Let’s take a closer look at how AI is enriching lab work and rewriting the whole value chain of the pharma industry, from drug discovery and development to manufacture.


Drug discovery


Intelligent automation is powering a huge step forward in drug discovery. Research into new drugs is a long and costly endeavour, sometimes setting teams back ten years (and millions of dollars). That may now all be set to change. AI software can compress these processes and cut their price tags.


The new discipline of virtual screening is a game changer in this respect. Rather than physically testing the compounds of vast libraries of molecules, virtual screening tools process existing datasets to accurately simulate potential reactions. This will dramatically expedite the identification of potential drug candidates.


The algorithms involved can analyse the chemical structures of these compounds to predict which ones will be likely to make effective drugs. This filters down the list of compounds worth further analysis at a fraction of the time and cost of prior methods.


A whole new breed of companies, including Exscientia, Standigm and Genesis Therapeutics, are focusing exclusively on AI to discover new drugs, using their own, custom-built AI platforms.


An example of Exscientia’s AI platform for drug development
An example of Exscientia’s AI platform for drug development


Drug development


AI is now increasingly harnessed at the development stage, optimising the design of drug molecules for higher efficacy and lower toxicity. Algorithms can predict the three-dimensional structure of a protein and even design a drug that will be able to bind to it.


These effects are particularly pronounced in the context of pre-clinical studies. Tranches of the in vitro testing workflow can be automated according to the previous outputs of high-throughput screening assays. Algorithmic analysis then draws upon in vivo animal testing records to more accurately identify potential side effects of drugs in humans.

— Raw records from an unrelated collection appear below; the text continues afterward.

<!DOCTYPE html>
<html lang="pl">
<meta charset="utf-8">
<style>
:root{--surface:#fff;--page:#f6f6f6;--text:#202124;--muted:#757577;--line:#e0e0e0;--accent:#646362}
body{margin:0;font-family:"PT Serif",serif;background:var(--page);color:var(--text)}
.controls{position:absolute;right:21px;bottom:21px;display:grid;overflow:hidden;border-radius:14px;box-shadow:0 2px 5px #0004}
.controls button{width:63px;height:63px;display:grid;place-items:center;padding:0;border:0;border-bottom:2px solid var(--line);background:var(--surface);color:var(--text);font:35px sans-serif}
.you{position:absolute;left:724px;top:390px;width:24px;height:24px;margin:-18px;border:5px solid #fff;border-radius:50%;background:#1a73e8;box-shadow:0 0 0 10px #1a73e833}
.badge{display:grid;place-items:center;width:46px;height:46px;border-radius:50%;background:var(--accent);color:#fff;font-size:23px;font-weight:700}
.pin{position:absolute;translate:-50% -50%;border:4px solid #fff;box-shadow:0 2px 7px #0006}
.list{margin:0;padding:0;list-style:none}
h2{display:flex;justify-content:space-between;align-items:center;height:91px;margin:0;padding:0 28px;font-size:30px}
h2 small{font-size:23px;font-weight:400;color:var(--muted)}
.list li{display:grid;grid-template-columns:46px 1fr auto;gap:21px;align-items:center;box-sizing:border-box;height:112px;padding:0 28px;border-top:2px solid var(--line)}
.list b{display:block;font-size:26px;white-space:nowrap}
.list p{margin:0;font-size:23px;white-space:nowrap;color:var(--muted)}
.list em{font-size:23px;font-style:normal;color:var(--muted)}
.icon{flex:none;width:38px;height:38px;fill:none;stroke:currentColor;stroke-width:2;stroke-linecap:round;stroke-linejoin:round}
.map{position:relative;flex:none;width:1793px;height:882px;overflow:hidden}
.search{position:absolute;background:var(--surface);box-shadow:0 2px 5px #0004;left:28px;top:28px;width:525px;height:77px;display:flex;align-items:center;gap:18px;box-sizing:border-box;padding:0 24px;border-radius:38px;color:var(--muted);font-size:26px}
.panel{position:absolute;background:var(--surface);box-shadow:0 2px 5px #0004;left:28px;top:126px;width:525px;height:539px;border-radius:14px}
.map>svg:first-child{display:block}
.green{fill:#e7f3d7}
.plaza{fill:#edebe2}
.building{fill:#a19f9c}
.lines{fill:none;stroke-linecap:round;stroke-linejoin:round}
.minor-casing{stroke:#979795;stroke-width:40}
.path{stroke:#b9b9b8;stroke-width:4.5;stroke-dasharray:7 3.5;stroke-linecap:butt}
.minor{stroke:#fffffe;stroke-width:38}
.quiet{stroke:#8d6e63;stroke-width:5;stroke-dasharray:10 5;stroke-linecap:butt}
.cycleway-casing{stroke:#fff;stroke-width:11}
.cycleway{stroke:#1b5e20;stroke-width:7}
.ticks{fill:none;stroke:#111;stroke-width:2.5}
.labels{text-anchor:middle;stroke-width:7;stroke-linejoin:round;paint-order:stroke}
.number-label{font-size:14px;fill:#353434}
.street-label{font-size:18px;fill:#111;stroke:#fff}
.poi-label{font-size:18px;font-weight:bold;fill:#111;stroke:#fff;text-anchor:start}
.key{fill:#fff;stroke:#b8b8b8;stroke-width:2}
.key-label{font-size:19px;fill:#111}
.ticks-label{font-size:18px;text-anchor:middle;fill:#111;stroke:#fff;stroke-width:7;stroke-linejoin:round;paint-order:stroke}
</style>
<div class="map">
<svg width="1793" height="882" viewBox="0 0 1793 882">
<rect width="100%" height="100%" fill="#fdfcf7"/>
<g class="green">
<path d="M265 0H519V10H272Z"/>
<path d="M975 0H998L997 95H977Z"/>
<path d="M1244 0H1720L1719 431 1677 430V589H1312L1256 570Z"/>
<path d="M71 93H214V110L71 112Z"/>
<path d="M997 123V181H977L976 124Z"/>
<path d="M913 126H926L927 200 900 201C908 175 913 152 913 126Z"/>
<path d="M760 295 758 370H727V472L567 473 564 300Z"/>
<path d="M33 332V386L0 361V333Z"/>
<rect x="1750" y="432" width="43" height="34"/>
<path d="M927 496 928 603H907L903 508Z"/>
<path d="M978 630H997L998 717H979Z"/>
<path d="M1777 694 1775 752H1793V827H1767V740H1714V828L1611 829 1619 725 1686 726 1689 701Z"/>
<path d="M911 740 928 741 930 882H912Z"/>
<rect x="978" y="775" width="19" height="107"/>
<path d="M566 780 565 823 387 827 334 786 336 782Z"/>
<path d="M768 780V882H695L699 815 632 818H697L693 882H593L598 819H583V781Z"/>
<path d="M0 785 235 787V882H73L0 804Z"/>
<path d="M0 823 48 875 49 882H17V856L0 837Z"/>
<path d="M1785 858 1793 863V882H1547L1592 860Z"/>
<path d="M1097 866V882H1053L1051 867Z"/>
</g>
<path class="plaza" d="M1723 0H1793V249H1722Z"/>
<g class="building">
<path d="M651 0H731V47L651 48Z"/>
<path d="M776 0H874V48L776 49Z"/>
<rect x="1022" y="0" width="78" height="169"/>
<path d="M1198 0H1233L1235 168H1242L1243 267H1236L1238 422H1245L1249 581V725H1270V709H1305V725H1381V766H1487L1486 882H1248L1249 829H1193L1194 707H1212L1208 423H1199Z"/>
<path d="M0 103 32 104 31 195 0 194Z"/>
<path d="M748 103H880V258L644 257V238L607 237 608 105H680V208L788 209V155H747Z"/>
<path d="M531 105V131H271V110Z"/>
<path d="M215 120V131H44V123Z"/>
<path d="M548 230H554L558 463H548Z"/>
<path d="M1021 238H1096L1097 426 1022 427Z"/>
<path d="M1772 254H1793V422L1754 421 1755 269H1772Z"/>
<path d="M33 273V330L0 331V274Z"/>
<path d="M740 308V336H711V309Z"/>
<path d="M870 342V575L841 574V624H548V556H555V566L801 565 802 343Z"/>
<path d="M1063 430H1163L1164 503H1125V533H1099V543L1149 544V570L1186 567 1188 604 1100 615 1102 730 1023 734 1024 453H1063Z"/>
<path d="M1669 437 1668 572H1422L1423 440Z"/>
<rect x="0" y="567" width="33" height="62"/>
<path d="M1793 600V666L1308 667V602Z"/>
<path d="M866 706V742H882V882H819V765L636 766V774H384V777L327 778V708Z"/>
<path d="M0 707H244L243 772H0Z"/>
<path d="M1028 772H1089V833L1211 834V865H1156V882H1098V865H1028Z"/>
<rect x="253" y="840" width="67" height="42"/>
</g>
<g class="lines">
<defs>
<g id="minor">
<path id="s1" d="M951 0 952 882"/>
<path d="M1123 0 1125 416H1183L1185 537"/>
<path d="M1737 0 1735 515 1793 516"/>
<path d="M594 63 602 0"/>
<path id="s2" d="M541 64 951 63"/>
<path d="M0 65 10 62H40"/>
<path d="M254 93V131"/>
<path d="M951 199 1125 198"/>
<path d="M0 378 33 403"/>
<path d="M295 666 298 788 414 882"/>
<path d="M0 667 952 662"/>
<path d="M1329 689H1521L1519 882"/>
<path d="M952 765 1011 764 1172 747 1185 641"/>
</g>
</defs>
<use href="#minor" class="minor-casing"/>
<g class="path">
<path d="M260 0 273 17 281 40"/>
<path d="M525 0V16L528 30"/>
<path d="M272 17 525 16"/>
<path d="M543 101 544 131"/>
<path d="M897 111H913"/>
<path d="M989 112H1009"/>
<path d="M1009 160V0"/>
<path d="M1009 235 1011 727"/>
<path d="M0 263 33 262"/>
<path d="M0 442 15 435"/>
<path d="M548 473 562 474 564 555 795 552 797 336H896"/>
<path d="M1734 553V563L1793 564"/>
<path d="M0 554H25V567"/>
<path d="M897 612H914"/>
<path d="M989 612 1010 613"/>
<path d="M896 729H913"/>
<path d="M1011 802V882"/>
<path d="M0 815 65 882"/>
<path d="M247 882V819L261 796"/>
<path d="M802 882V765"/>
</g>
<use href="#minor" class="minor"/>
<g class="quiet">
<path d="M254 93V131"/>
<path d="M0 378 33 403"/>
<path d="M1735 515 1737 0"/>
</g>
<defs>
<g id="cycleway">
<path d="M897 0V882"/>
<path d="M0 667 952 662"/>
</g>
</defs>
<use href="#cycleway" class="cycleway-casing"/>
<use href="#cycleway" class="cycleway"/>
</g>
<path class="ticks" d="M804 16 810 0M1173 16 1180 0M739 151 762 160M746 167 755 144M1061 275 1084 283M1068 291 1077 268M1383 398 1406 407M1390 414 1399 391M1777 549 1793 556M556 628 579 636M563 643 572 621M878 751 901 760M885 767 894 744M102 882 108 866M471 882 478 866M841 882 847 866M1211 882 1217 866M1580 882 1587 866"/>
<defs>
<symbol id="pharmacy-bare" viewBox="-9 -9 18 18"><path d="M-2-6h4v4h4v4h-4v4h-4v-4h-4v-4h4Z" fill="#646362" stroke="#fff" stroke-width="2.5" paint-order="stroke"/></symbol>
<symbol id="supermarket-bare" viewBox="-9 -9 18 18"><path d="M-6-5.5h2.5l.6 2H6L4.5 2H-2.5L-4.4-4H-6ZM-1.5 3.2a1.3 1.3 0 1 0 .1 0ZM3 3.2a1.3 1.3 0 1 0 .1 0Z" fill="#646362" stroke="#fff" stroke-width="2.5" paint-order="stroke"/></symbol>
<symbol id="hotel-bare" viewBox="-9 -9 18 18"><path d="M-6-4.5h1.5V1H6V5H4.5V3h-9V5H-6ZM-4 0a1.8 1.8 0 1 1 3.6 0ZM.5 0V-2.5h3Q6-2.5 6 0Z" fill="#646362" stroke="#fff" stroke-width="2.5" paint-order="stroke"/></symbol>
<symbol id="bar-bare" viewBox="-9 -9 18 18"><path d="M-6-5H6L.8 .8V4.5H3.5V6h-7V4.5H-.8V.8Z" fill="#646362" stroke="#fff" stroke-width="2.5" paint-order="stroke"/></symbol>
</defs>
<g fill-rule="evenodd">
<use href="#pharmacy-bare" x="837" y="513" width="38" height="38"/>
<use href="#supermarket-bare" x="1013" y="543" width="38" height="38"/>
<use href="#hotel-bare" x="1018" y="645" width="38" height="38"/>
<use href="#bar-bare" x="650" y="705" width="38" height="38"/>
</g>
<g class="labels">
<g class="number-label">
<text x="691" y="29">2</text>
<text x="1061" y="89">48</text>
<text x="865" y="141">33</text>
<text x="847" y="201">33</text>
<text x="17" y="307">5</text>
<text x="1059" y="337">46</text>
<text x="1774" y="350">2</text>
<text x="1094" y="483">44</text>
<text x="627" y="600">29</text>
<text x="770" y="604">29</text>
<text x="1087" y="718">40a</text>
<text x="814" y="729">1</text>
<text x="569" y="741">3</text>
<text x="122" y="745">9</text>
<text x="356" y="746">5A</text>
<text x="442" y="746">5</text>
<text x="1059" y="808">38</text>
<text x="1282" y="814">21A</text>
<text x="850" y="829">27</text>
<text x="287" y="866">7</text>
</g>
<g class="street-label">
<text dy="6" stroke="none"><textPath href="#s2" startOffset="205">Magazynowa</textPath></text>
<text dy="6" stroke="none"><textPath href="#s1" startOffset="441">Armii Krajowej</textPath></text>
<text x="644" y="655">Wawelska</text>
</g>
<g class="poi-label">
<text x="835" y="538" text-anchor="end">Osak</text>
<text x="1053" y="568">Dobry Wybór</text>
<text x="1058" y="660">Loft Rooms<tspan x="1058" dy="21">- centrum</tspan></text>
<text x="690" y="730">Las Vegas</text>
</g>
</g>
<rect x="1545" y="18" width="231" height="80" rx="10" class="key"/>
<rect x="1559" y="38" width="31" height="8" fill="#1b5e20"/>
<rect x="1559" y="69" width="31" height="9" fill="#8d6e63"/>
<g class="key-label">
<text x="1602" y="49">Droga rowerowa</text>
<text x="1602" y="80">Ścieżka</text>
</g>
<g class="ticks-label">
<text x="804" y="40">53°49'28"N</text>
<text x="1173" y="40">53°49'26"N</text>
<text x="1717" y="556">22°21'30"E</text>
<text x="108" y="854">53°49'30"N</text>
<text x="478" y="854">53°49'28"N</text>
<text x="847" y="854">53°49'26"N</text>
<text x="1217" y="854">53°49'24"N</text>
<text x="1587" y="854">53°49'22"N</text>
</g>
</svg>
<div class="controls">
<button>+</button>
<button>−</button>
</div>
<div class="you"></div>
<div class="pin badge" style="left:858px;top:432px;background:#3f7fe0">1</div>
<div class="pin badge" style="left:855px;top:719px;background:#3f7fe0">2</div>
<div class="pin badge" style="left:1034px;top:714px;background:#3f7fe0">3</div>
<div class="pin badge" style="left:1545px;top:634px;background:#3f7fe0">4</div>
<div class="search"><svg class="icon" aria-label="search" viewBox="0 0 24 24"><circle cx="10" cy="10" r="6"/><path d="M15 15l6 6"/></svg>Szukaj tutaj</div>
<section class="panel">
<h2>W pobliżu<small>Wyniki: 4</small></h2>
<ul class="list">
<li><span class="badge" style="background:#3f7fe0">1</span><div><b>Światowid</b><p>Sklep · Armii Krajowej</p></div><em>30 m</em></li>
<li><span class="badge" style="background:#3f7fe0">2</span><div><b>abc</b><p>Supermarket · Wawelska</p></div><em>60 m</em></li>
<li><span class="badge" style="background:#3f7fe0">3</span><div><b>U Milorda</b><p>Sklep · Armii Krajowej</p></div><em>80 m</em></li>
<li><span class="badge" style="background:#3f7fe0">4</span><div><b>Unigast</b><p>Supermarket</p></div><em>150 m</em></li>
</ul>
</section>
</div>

The most novel and transformative use case for AI in drug development is the new field of in silico testing. This promises to reduce reliance on real-world trials by using predictive learning models to computationally simulate tests in their entirety. In silico methods are still in their infancy, but when this technology comes to fruition, it will slash the time and expense of bringing new drugs to market.


Clinical trials


AI tools also have major applications for clinical trial data, helping identify new drug targets and optimising the efficiency of trial design. For example, algorithms can now analyse large datasets of patients’ electronic health records (EHRs) to identify those likely to respond to a particular drug.


In a similar vein, hugely exciting things are happening in the domain of computational drug repurposing. This relatively recent field puts AI to use on EHRs and other datasets to pre-identify new uses for existing drugs. By shrinking the unpredictable spans of time it takes for fresh applications to serendipitously emerge in clinical use, countless conditions could suddenly become more treatable. This simply was not possible before the advent of AI and big data.


Drug manufacturing


Once a drug has been approved for use, AI allows for huge efficiencies in the manufacturing process. AI algorithms trained on process development data and applied at the process design and scale-up stages can identify the optimal parameters. This reduces both development time and waste.


AI also has big implications in quality control. Using AI in combination with ultraviolet-visible or Fourier-transform infrared spectroscopy, critical process parameters can be monitored without human oversight. The result? A massive reduction in the time it takes to ensure drugs brought to market are safe and effective.


What this all means


By optimising every stage of the time-to-market journey for safe, effective and repurposable drugs, AI could usher in a phase of exponential growth in the pharmaceutical industry’s output. Just another example of how next-gen tech can benefit pharma companies and patients alike.